**WHAT IS BEING ASKED:**
The data below should be copied out exactly, with its pictures omitted.

::::

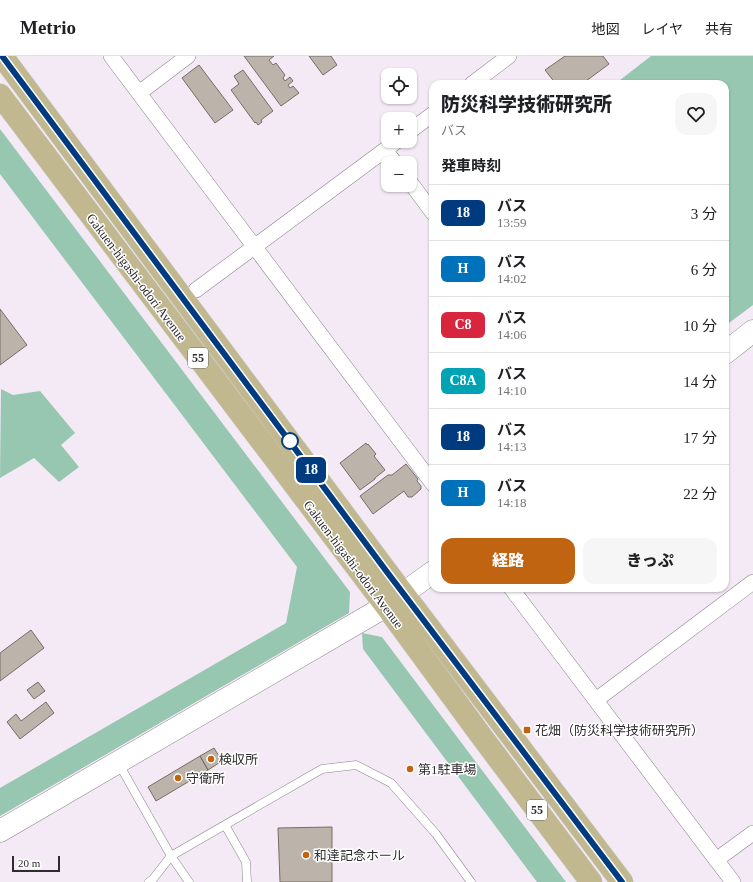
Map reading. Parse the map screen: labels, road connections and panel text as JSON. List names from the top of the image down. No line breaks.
{"streets":{"main road":["Gakuen-higashi-odori Avenue","55"]},"places":{"transit":["花畑（防災科学技術研究所）"],"other":["検収所","第1駐車場","守衛所","和達記念ホール"]},"lines":["bus line 18"],"scale_bar":"20 m","page":{"header":"Metrio","nav":["地図","レイヤ","共有"],"on_map":"18","map_buttons":["+","−"],"heading":[["防災科学技術研究所","バス"],"発車時刻"],"list":[{"mark":"18","name":"バス","note":"13:59","value":"3 分"},{"mark":"H","name":"バス","note":"14:02","value":"6 分"},{"mark":"C8","name":"バス","note":"14:06","value":"10 分"},{"mark":"C8A","name":"バス","note":"14:10","value":"14 分"},{"mark":"18","name":"バス","note":"14:13","value":"17 分"},{"mark":"H","name":"バス","note":"14:18","value":"22 分"}],"buttons":["経路","きっぷ"],"scale":"20 m"}}
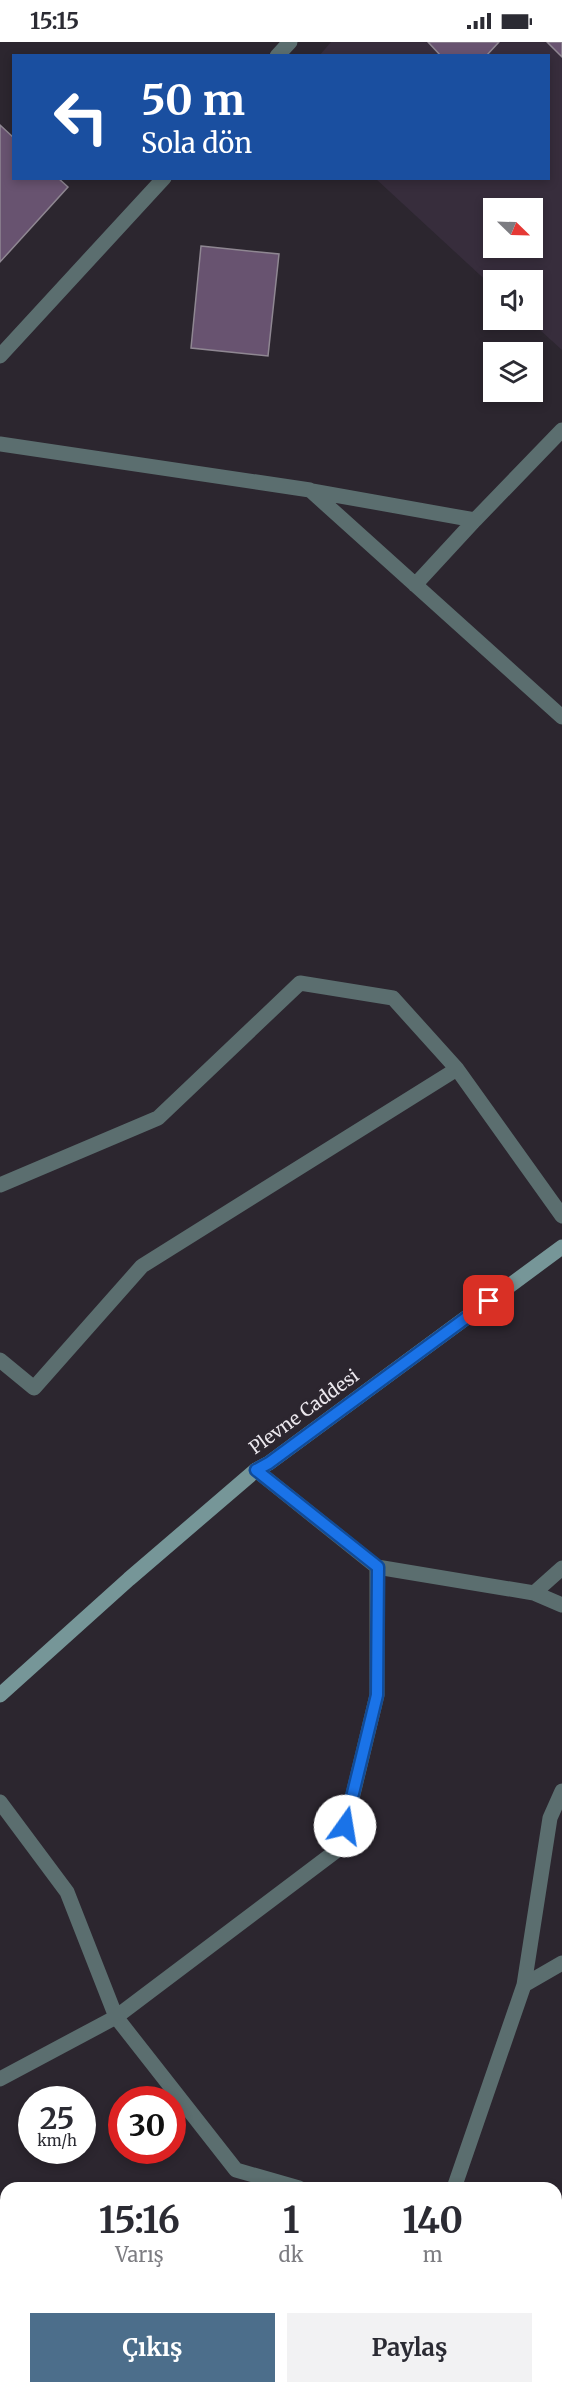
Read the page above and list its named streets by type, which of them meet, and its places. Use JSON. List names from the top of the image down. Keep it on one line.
{"streets":{"street":["Plevne Caddesi"]},"north":"bottom right","page":{"status":"15:15","turn":["50 m","Sola dön"],"speed":"25 km/h","limit":"30","eta":["15:16","Varış","1","dk","140","m"],"buttons":["Çıkış","Paylaş"]}}
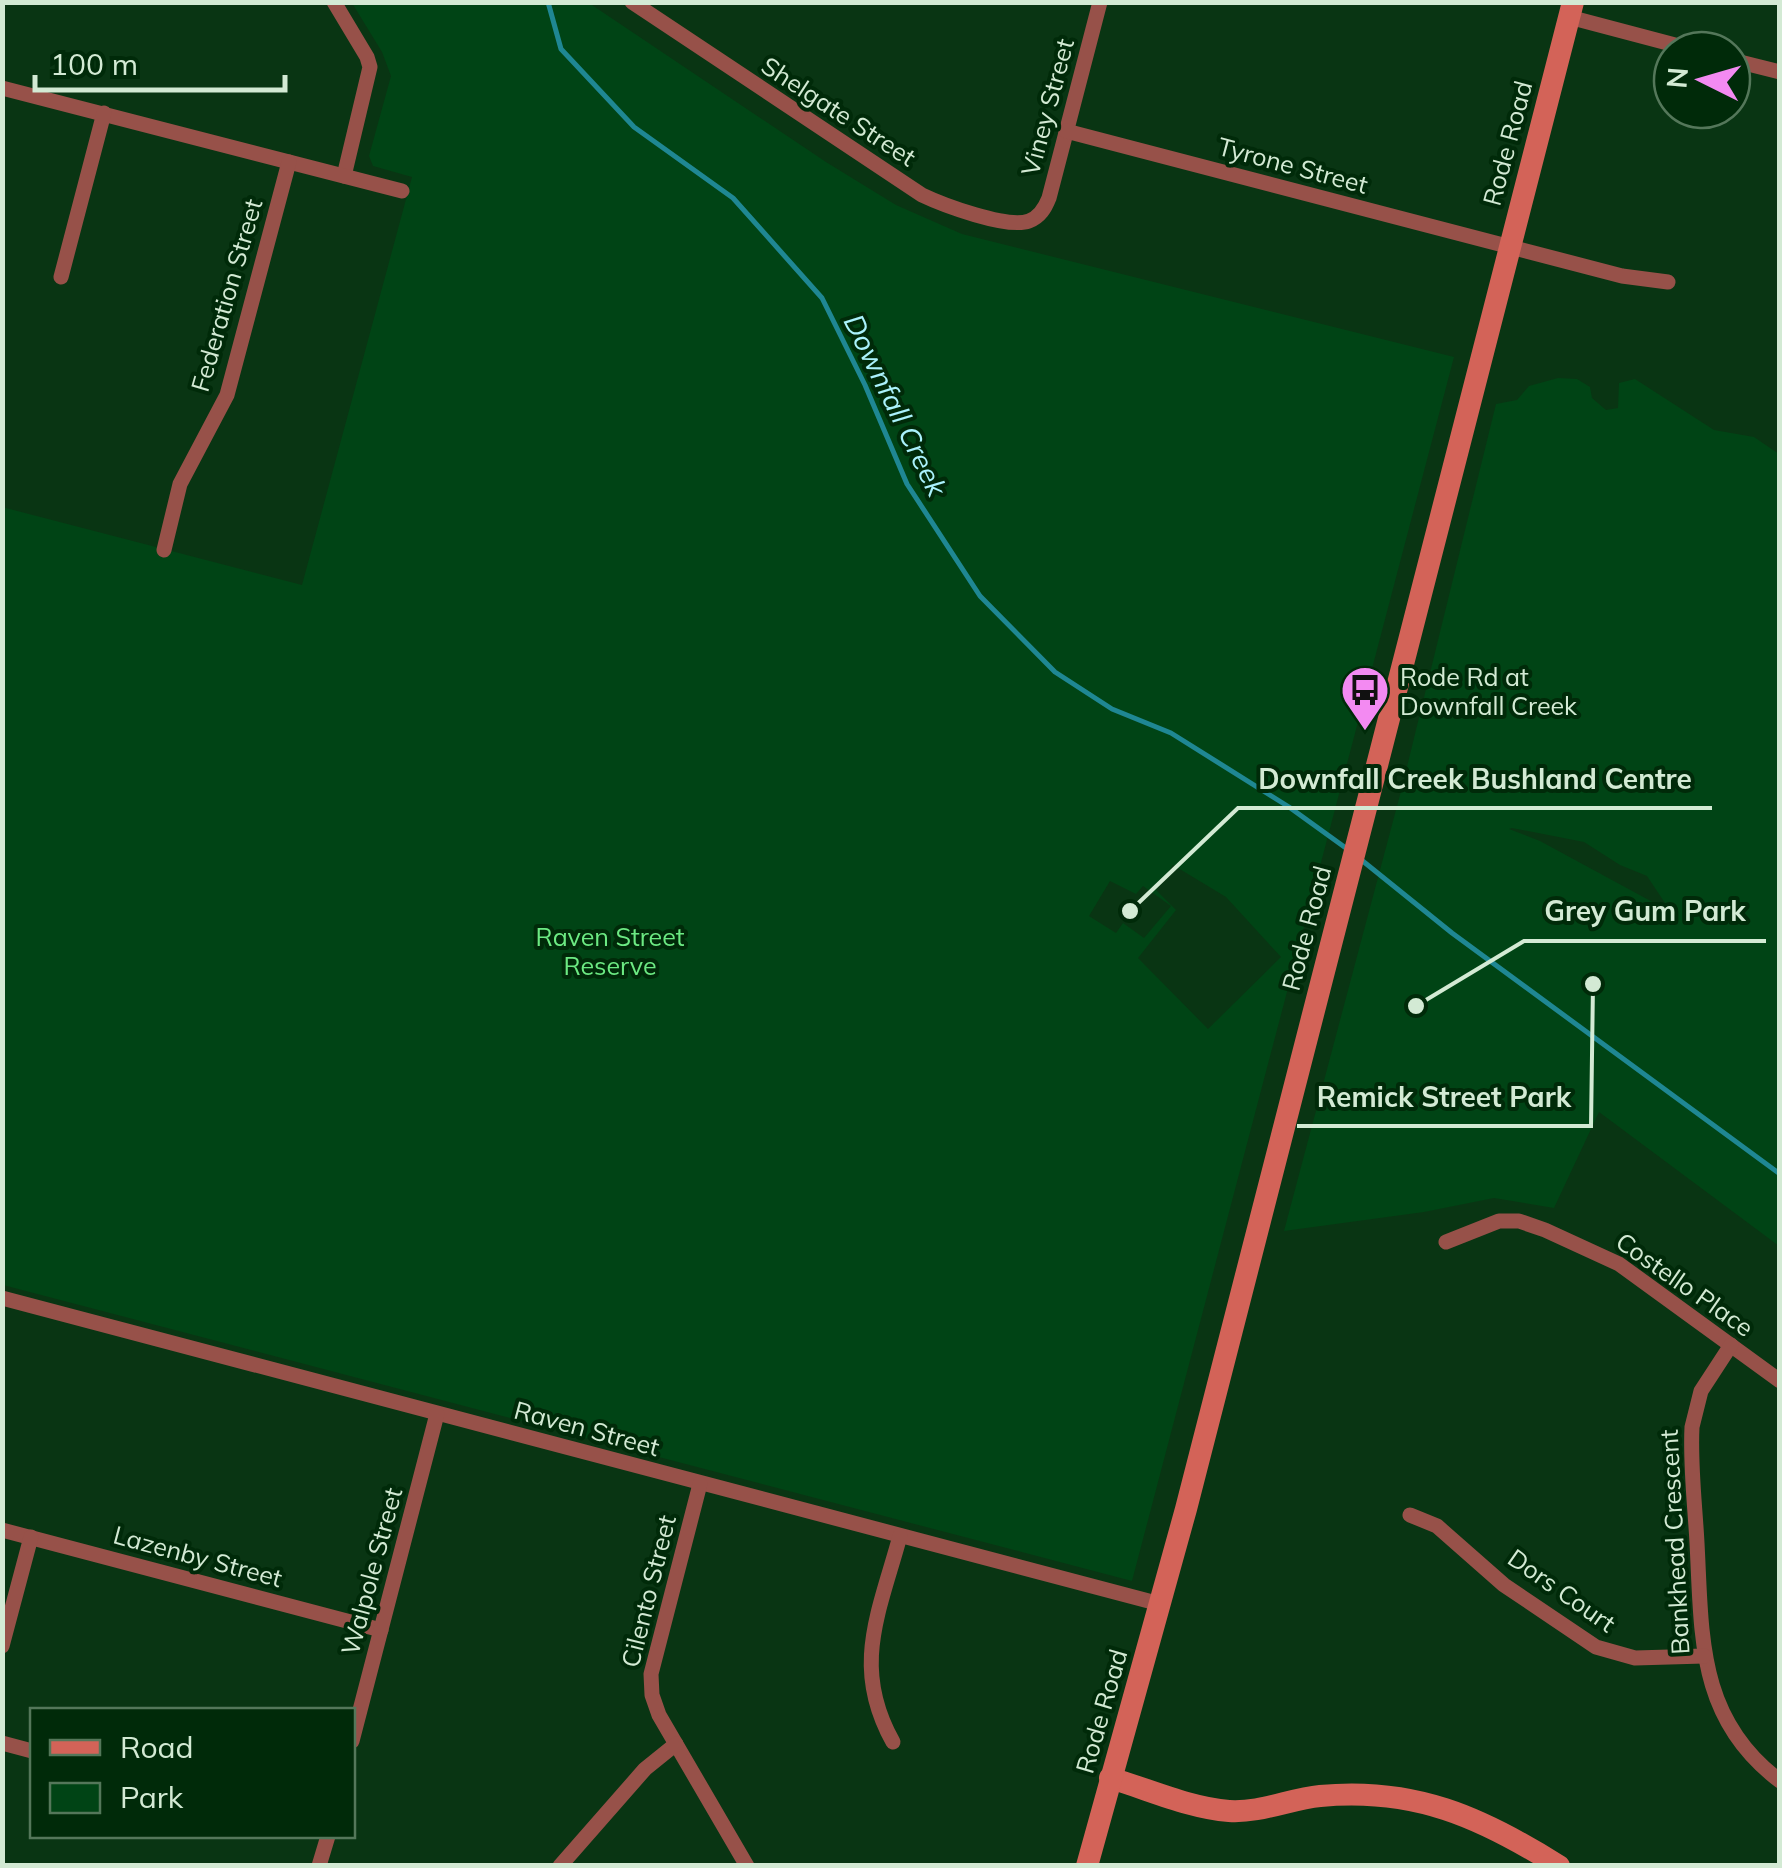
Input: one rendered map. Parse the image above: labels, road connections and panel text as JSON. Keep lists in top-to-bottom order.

::::

**OUTPUT OF THE TASK:**
Map reading. Parse the map screen: labels, road connections and panel text as JSON. List names from the top of the image down. No line breaks.
{"streets":{"main road":["Gakuen-higashi-odori Avenue","55"]},"places":{"transit":["花畑（防災科学技術研究所）"],"other":["検収所","第1駐車場","守衛所","和達記念ホール"]},"lines":["bus line 18"],"scale_bar":"20 m","page":{"header":"Metrio","nav":["地図","レイヤ","共有"],"on_map":"18","map_buttons":["+","−"],"heading":[["防災科学技術研究所","バス"],"発車時刻"],"list":[{"mark":"18","name":"バス","note":"13:59","value":"3 分"},{"mark":"H","name":"バス","note":"14:02","value":"6 分"},{"mark":"C8","name":"バス","note":"14:06","value":"10 分"},{"mark":"C8A","name":"バス","note":"14:10","value":"14 分"},{"mark":"18","name":"バス","note":"14:13","value":"17 分"},{"mark":"H","name":"バス","note":"14:18","value":"22 分"}],"buttons":["経路","きっぷ"],"scale":"20 m"}}
Read the page above and list its named streets by type, which of them meet, and its places. Use JSON. List names from the top of the image down. Keep it on one line.
{"streets":{"street":["Plevne Caddesi"]},"north":"bottom right","page":{"status":"15:15","turn":["50 m","Sola dön"],"speed":"25 km/h","limit":"30","eta":["15:16","Varış","1","dk","140","m"],"buttons":["Çıkış","Paylaş"]}}
Input: one rendered map. Parse the image above: labels, road connections and panel text as JSON. Keep lists in top-to-bottom order.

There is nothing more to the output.